#### DATASET RECORDS:
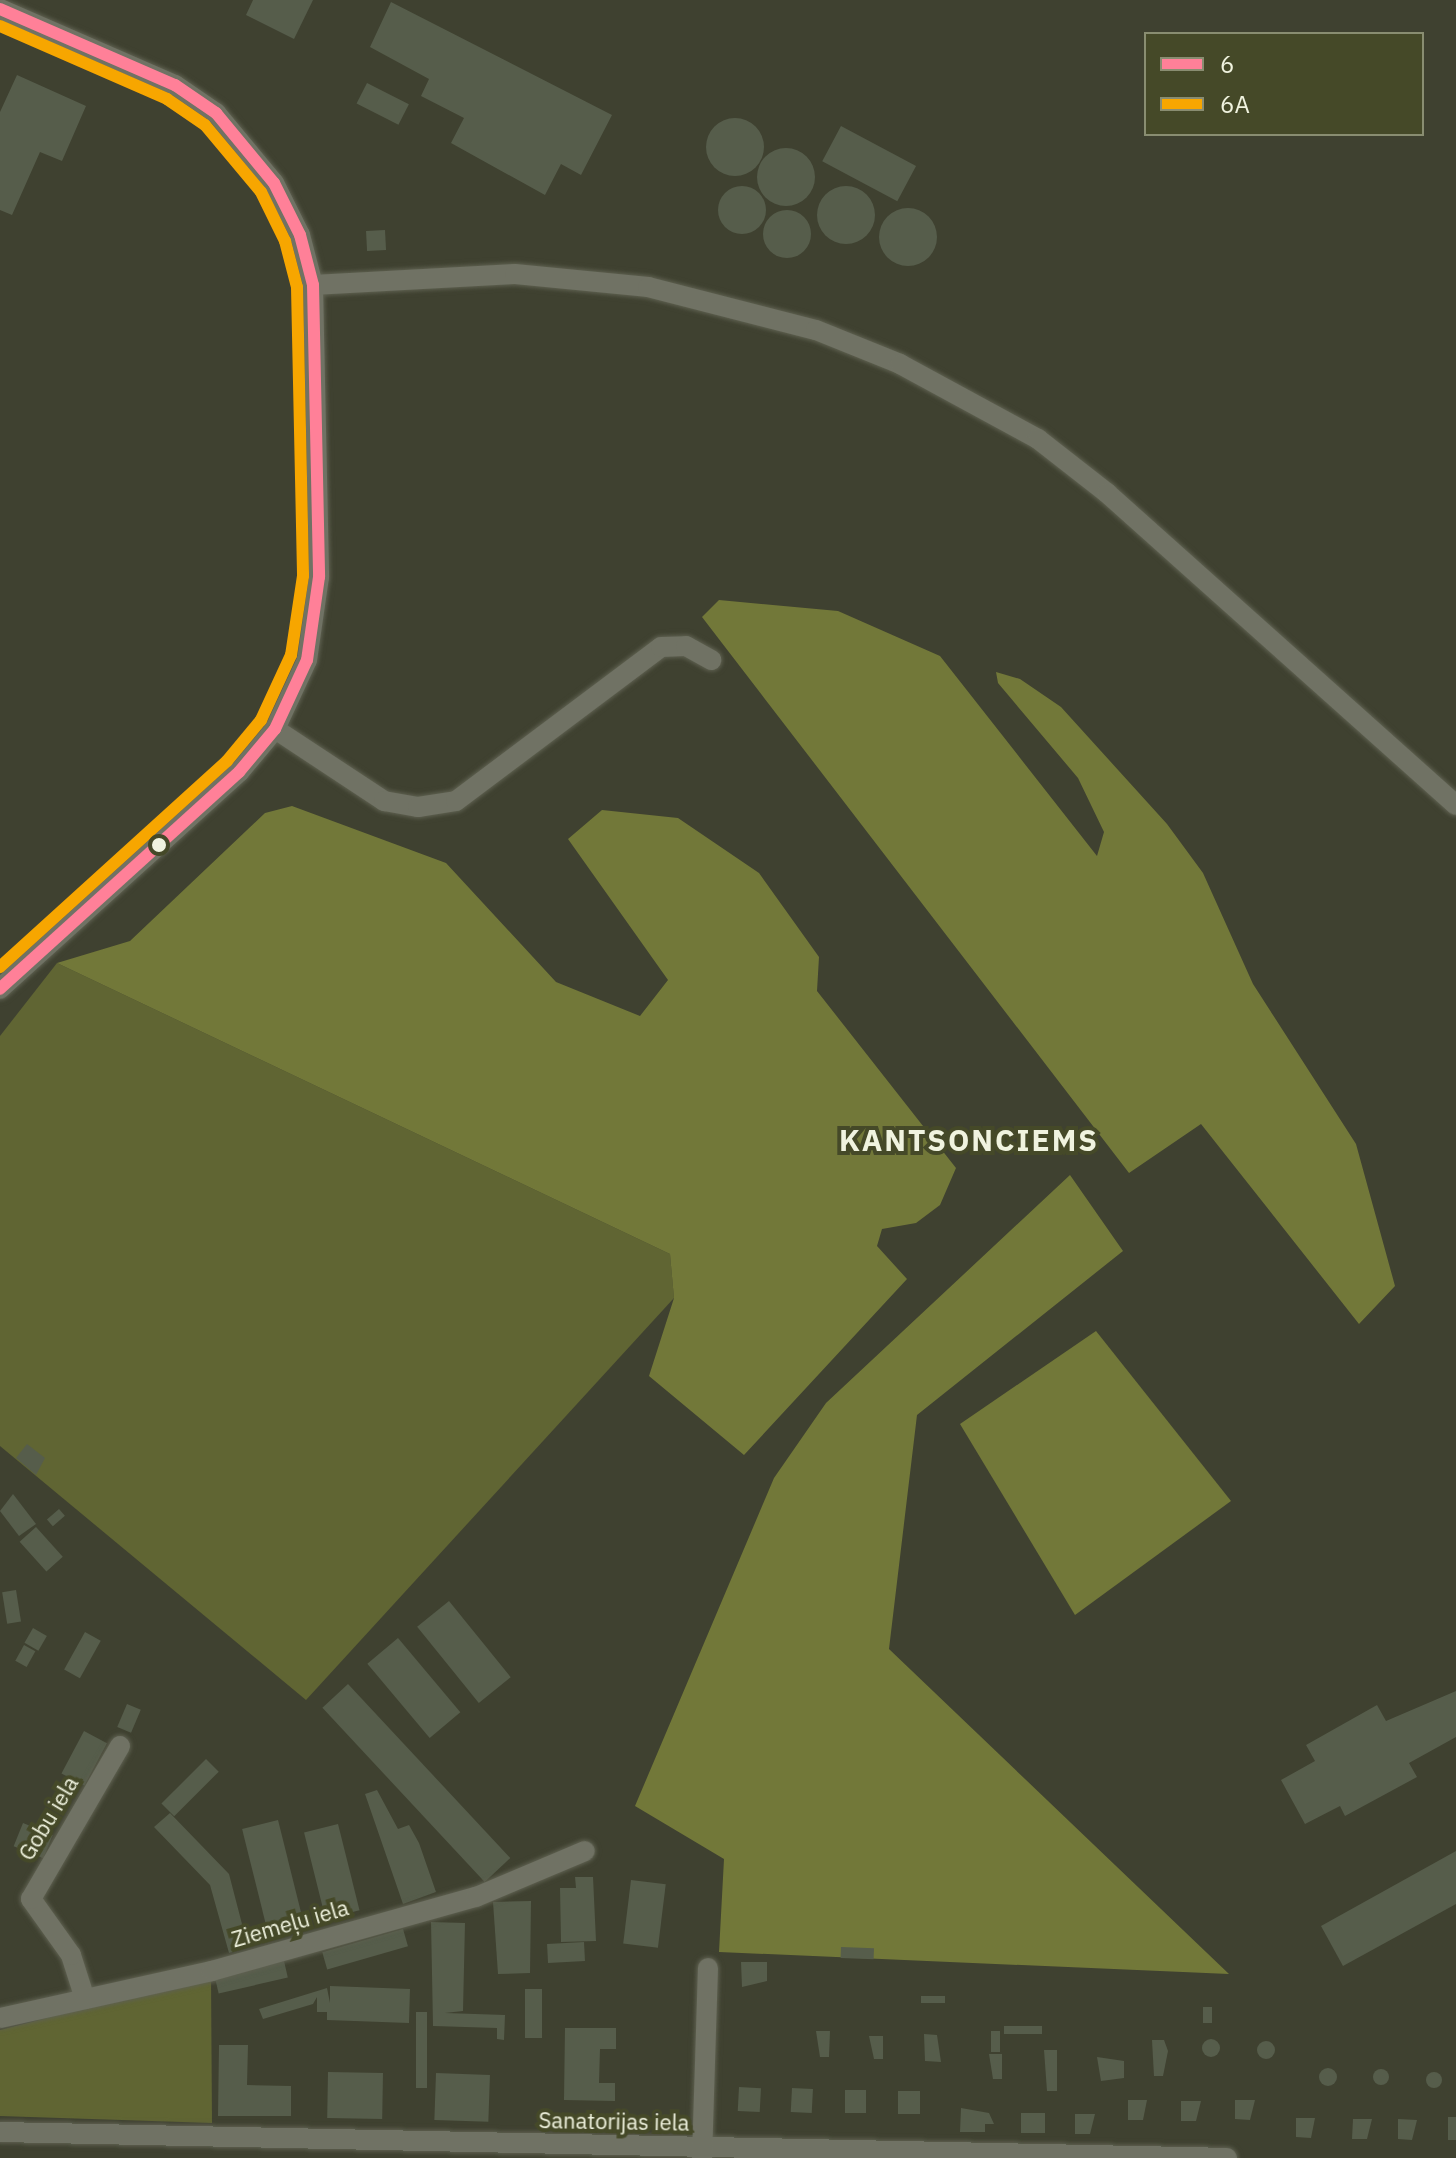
<!DOCTYPE html>
<meta charset="utf-8">
<style>
body{margin:0}
#map{position:relative;width:1456px;height:2158px;overflow:hidden;background:#3f4130;font-family:"IBM Plex Sans",sans-serif}
div>[style]{position:absolute}
[style*='--x']{left:calc(var(--x)*1px);top:calc(var(--y)*1px);width:calc(var(--w)*1px);rotate:calc(var(--a)*1deg)}
.green>*{inset:0;background:#606533}
.forest>*{inset:0;background:#727839}
.building>*{inset:0;background:#565d4b;transform-origin:0 0}
.round{border-radius:50%}
.roads{filter:drop-shadow(0 0 2px #5e6050) drop-shadow(0 0 2px #5e6050)}
.street>*{height:20px;margin:-10px;padding:0 10px;transform-origin:10px;border-radius:10px;background:#707264}
.bus-1>*{height:12px;margin:-6px;padding:0 6px;transform-origin:6px;border-radius:6px;background:#ff8098}
.bus-2>*{height:12px;margin:-6px;padding:0 6px;transform-origin:6px;border-radius:6px;background:#f7a600}
.dots>*{width:22px;height:22px;translate:-50% -50%;box-sizing:border-box;border:4px solid #454928;border-radius:50%}
span{translate:-50% -50%;white-space:nowrap;text-align:center;line-height:1.15;-webkit-text-stroke:8px #454928;paint-order:stroke}
.street-label{font-size:22px;color:#f0f3df}
.district-label{font-size:30px;color:#f0f3df;font-weight:700;letter-spacing:2px}
.legend{position:absolute;left:1144px;top:32px;width:280px;height:104px;box-sizing:border-box;background:#454928;border:2px solid #898d71;margin:0;padding:10px 14px;list-style:none;font-size:24px;color:#f0f3df}
.legend li{display:flex;align-items:center;gap:16px;height:40px}
.legend b{width:40px;border:2px solid #898d71}
</style>
<div id="map">
<div class="green">
<div style="clip-path:polygon(57px 963px,670px 1254px,674px 1298px,306px 1700px,0 1446px,0 1036px)"></div>
<div style="clip-path:polygon(211px 1976px,212px 2123px,0 2116px,0 2030px)"></div>
</div>
<div class="forest">
<div style="clip-path:polygon(719px 600px,838px 611px,940px 656px,1097px 856px,1104px 832px,1078px 778px,998px 683px,996px 672px,1020px 679px,1061px 707px,1167px 824px,1203px 873px,1253px 984px,1356px 1144px,1395px 1286px,1359px 1324px,1201px 1124px,1129px 1173px,702px 617px)"></div>
<div style="clip-path:polygon(292px 806px,446px 863px,556px 982px,640px 1016px,668px 980px,568px 839px,602px 810px,678px 818px,759px 873px,819px 957px,817px 991px,956px 1168px,940px 1205px,916px 1223px,882px 1229px,877px 1246px,907px 1279px,744px 1455px,649px 1376px,674px 1298px,670px 1254px,57px 963px,130px 941px,265px 813px)"></div>
<div style="clip-path:polygon(1070px 1175px,1123px 1251px,917px 1415px,889px 1649px,1229px 1974px,719px 1952px,724px 1859px,635px 1806px,774px 1478px,826px 1403px)"></div>
<div style="clip-path:polygon(1096px 1331px,1231px 1501px,1075px 1615px,960px 1424px)"></div>
</div>
<div class="building">
<div style="clip-path:polygon(253px 0,313px 0,294px 39px,246px 15px)"></div>
<div style="clip-path:polygon(391px 2px,612px 115px,581px 175px,561px 164px,545px 195px,451px 143px,464px 118px,421px 96px,429px 79px,370px 47px)"></div>
<div style="clip-path:polygon(17px 75px,86px 106px,62px 161px,40px 152px,12px 215px,0 210px,0 112px)"></div>
<div style="left:367px;top:83px;width:47px;height:23px;rotate:27deg"></div>
<div class="round" style="left:706px;top:118px;width:58px;height:58px"></div>
<div style="left:841px;top:126px;width:85px;height:40px;rotate:28deg"></div>
<div class="round" style="left:757px;top:148px;width:58px;height:58px"></div>
<div class="round" style="left:718px;top:186px;width:48px;height:48px"></div>
<div class="round" style="left:817px;top:186px;width:58px;height:58px"></div>
<div class="round" style="left:879px;top:208px;width:58px;height:58px"></div>
<div class="round" style="left:763px;top:210px;width:48px;height:48px"></div>
<div style="left:385px;top:230px;width:20px;height:19px;rotate:87deg"></div>
<div style="clip-path:polygon(27px 1444px,45px 1458px,36px 1475px,16px 1458px)"></div>
<div style="clip-path:polygon(13px 1494px,36px 1524px,19px 1536px,0 1511px)"></div>
<div style="left:59px;top:1509px;width:9px;height:16px;rotate:49deg"></div>
<div style="left:36px;top:1527px;width:40px;height:22px;rotate:48deg"></div>
<div style="left:16px;top:1590px;width:32px;height:14px;rotate:81deg"></div>
<div style="left:449px;top:1601px;width:98px;height:41px;rotate:51deg"></div>
<div style="left:33px;top:1628px;width:16px;height:17px;rotate:30deg"></div>
<div style="left:85px;top:1632px;width:18px;height:43px;rotate:29deg"></div>
<div style="left:398px;top:1638px;width:97px;height:40px;rotate:50deg"></div>
<div style="left:24px;top:1645px;width:13px;height:18px;rotate:29deg"></div>
<div style="left:348px;top:1684px;width:238px;height:35px;rotate:47deg"></div>
<div style="clip-path:polygon(1456px 1691px,1456px 1737px,1409px 1763px,1417px 1777px,1345px 1816px,1340px 1806px,1305px 1824px,1281px 1780px,1315px 1761px,1306px 1745px,1377px 1705px,1386px 1721px)"></div>
<div style="left:127px;top:1704px;width:15px;height:25px;rotate:23deg"></div>
<div style="left:84px;top:1731px;width:26px;height:48px;rotate:28deg"></div>
<div style="left:206px;top:1759px;width:18px;height:63px;rotate:45deg"></div>
<div style="clip-path:polygon(377px 1790px,398px 1829px,409px 1825px,419px 1843px,436px 1892px,403px 1904px,365px 1794px)"></div>
<div style="clip-path:polygon(170px 1813px,229px 1874px,248px 1947px,229px 1953px,210px 1885px,154px 1827px)"></div>
<div style="left:278px;top:1820px;width:102px;height:37px;rotate:76deg"></div>
<div style="left:23px;top:1823px;width:32px;height:25px;rotate:22deg"></div>
<div style="left:338px;top:1824px;width:89px;height:35px;rotate:76deg"></div>
<div style="clip-path:polygon(1456px 1851px,1456px 1904px,1343px 1966px,1321px 1926px)"></div>
<div style="clip-path:polygon(575px 1877px,593px 1877px,596px 1941px,561px 1942px,560px 1888px,576px 1888px)"></div>
<div style="left:631px;top:1880px;width:35px;height:64px;rotate:7deg"></div>
<div style="clip-path:polygon(531px 1901px,530px 1973px,498px 1974px,493px 1902px)"></div>
<div style="clip-path:polygon(431px 1922px,465px 1923px,463px 2011px,445px 2013px,505px 2015px,504px 2040px,497px 2039px,497px 2028px,433px 2026px)"></div>
<div style="left:403px;top:1929px;width:18px;height:84px;rotate:74deg"></div>
<div style="left:584px;top:1942px;width:19px;height:37px;rotate:87deg"></div>
<div style="left:841px;top:1947px;width:33px;height:11px;rotate:2deg"></div>
<div style="left:284px;top:1961px;width:17px;height:71px;rotate:77deg"></div>
<div style="clip-path:polygon(741px 1962px,767px 1962px,767px 1981px,742px 1987px)"></div>
<div style="clip-path:polygon(330px 1986px,410px 1989px,409px 2023px,327px 2020px,327px 2012px,317px 2012px,317px 1997px,313px 2004px,263px 2019px,259px 2009px,327px 1988px,330px 2003px)"></div>
<div style="left:525px;top:1989px;width:17px;height:49px"></div>
<div style="left:945px;top:1996px;width:7px;height:24px;rotate:90deg"></div>
<div style="left:1203px;top:2007px;width:9px;height:16px"></div>
<div style="left:416px;top:2012px;width:11px;height:76px"></div>
<div style="left:1004px;top:2026px;width:38px;height:8px"></div>
<div style="clip-path:polygon(565px 2028px,616px 2028px,616px 2049px,600px 2049px,599px 2083px,615px 2083px,615px 2101px,564px 2100px)"></div>
<div style="clip-path:polygon(816px 2031px,830px 2031px,829px 2057px,820px 2057px)"></div>
<div style="left:991px;top:2031px;width:9px;height:21px"></div>
<div style="clip-path:polygon(924px 2034px,937px 2035px,941px 2062px,925px 2061px)"></div>
<div style="clip-path:polygon(869px 2036px,883px 2036px,883px 2059px,874px 2059px)"></div>
<div class="round" style="left:1202px;top:2039px;width:18px;height:18px"></div>
<div style="clip-path:polygon(1152px 2040px,1164px 2040px,1168px 2051px,1163px 2076px,1154px 2076px)"></div>
<div class="round" style="left:1257px;top:2041px;width:18px;height:18px"></div>
<div style="clip-path:polygon(219px 2045px,248px 2045px,247px 2085px,291px 2086px,291px 2116px,218px 2116px)"></div>
<div style="clip-path:polygon(1044px 2050px,1057px 2050px,1057px 2091px,1047px 2091px)"></div>
<div style="clip-path:polygon(989px 2054px,1002px 2054px,1002px 2079px,993px 2079px)"></div>
<div style="clip-path:polygon(1097px 2057px,1124px 2061px,1124px 2078px,1101px 2081px)"></div>
<div class="round" style="left:1319px;top:2068px;width:18px;height:18px"></div>
<div class="round" style="left:1373px;top:2069px;width:16px;height:16px"></div>
<div class="round" style="left:1426px;top:2072px;width:16px;height:16px"></div>
<div style="left:328px;top:2072px;width:55px;height:46px;rotate:1deg"></div>
<div style="left:436px;top:2073px;width:54px;height:47px;rotate:2deg"></div>
<div style="left:739px;top:2087px;width:22px;height:24px;rotate:3deg"></div>
<div style="left:792px;top:2088px;width:21px;height:24px;rotate:3deg"></div>
<div style="left:845px;top:2090px;width:21px;height:23px"></div>
<div style="left:898px;top:2091px;width:22px;height:23px"></div>
<div style="clip-path:polygon(1128px 2100px,1147px 2100px,1143px 2120px,1128px 2120px)"></div>
<div style="clip-path:polygon(1235px 2100px,1255px 2100px,1250px 2120px,1235px 2119px)"></div>
<div style="clip-path:polygon(1181px 2101px,1201px 2101px,1196px 2121px,1181px 2121px)"></div>
<div style="clip-path:polygon(961px 2108px,989px 2113px,994px 2124px,985px 2124px,985px 2132px,960px 2132px)"></div>
<div style="left:1021px;top:2113px;width:24px;height:20px"></div>
<div style="clip-path:polygon(1075px 2114px,1095px 2114px,1090px 2134px,1075px 2134px)"></div>
<div style="left:1448px;top:2117px;width:8px;height:23px"></div>
<div style="clip-path:polygon(1296px 2118px,1315px 2118px,1311px 2138px,1296px 2137px)"></div>
<div style="clip-path:polygon(1353px 2119px,1372px 2119px,1367px 2139px,1352px 2139px)"></div>
<div style="clip-path:polygon(1398px 2119px,1417px 2120px,1412px 2140px,1398px 2139px)"></div>
</div>
<div class="roads">
<div class="street">
<div style="--x:0;--y:9;--w:191;--a:23.5"></div>
<div style="--x:175;--y:85;--w:50;--a:34.3"></div>
<div style="--x:216;--y:113;--w:91;--a:50.4"></div>
<div style="--x:274;--y:183;--w:58;--a:63.4"></div>
<div style="--x:300;--y:235;--w:52;--a:75.4"></div>
<div style="--x:313;--y:285;--w:292;--a:88.8"></div>
<div style="--x:319;--y:577;--w:84;--a:98.2"></div>
<div style="--x:307;--y:660;--w:76;--a:114.9"></div>
<div style="--x:275;--y:729;--w:56;--a:129.9"></div>
<div style="--x:239;--y:772;--w:323;--a:137.8"></div>
<div style="--x:313;--y:285;--w:202;--a:-3.1"></div>
<div style="--x:515;--y:274;--w:134;--a:5.6"></div>
<div style="--x:648;--y:287;--w:173;--a:14.4"></div>
<div style="--x:816;--y:330;--w:91;--a:22"></div>
<div style="--x:900;--y:364;--w:157;--a:28.5"></div>
<div style="--x:1038;--y:439;--w:88;--a:38"></div>
<div style="--x:1107;--y:493;--w:468;--a:41.8"></div>
<div style="--x:275;--y:729;--w:131;--a:33.4"></div>
<div style="--x:384;--y:801;--w:35;--a:10"></div>
<div style="--x:418;--y:807;--w:38;--a:-9"></div>
<div style="--x:456;--y:801;--w:256;--a:-36.9"></div>
<div style="--x:661;--y:647;--w:25;--a:-2"></div>
<div style="--x:686;--y:646;--w:29;--a:29"></div>
<div style="--x:85;--y:1999;--w:46;--a:-107.7"></div>
<div style="--x:71;--y:1955;--w:69;--a:-125.5"></div>
<div style="--x:31;--y:1899;--w:177;--a:-59.8"></div>
<div style="--x:0;--y:2018;--w:217;--a:-12.5"></div>
<div style="--x:212;--y:1971;--w:274;--a:-15.7"></div>
<div style="--x:476;--y:1897;--w:118;--a:-22.9"></div>
<div style="--x:0;--y:2132;--w:1227;--a:1.21"></div>
<div style="--x:702;--y:2158;--w:190;--a:-88.2"></div>
</div>
</div>
<div class="bus-1">
<div style="--x:0;--y:9;--w:191;--a:23.5"></div>
<div style="--x:175;--y:85;--w:50;--a:34.3"></div>
<div style="--x:216;--y:113;--w:91;--a:50.4"></div>
<div style="--x:274;--y:183;--w:58;--a:63.4"></div>
<div style="--x:300;--y:235;--w:52;--a:75.4"></div>
<div style="--x:313;--y:285;--w:292;--a:88.8"></div>
<div style="--x:319;--y:577;--w:84;--a:98.2"></div>
<div style="--x:307;--y:660;--w:76;--a:114.9"></div>
<div style="--x:275;--y:729;--w:56;--a:129.9"></div>
<div style="--x:239;--y:772;--w:323;--a:137.8"></div>
</div>
<div class="bus-2">
<div style="--x:0;--y:26;--w:182;--a:23.6"></div>
<div style="--x:167;--y:99;--w:46;--a:34.4"></div>
<div style="--x:205;--y:125;--w:87;--a:50.1"></div>
<div style="--x:261;--y:192;--w:55;--a:63.9"></div>
<div style="--x:285;--y:241;--w:48;--a:75.4"></div>
<div style="--x:297;--y:287;--w:289;--a:88.8"></div>
<div style="--x:303;--y:576;--w:80;--a:98.6"></div>
<div style="--x:291;--y:655;--w:72;--a:114.8"></div>
<div style="--x:261;--y:720;--w:53;--a:129.7"></div>
<div style="--x:227;--y:761;--w:307;--a:137.8"></div>
</div>
<div class="dots">
<div style="left:159px;top:845px;background:#f0f3df"></div>
</div>
<div class="street-label">
<span style="left:48px;top:1818px;rotate:-59deg">Gobu iela</span>
<span style="left:290px;top:1923px;rotate:-16deg">Ziemeļu iela</span>
<span style="left:614px;top:2121px;rotate:1deg">Sanatorijas iela</span>
</div>
<div class="district-label">
<span style="left:969px;top:1140px">KANTSONCIEMS</span>
</div>
<ul class="legend">
<li><b style="height:10px;background:#ff8098"></b>6</li>
<li><b style="height:10px;background:#f7a600"></b>6A</li>
</ul>
</div>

#### EXERCISE OBJECTIVE:
Go through the entries and return each line where the word "center" appears.

#### FINISHED TASK:
span{translate:-50% -50%;white-space:nowrap;text-align:center;line-height:1.15;-webkit-text-stroke:8px #454928;paint-order:stroke}
.legend li{display:flex;align-items:center;gap:16px;height:40px}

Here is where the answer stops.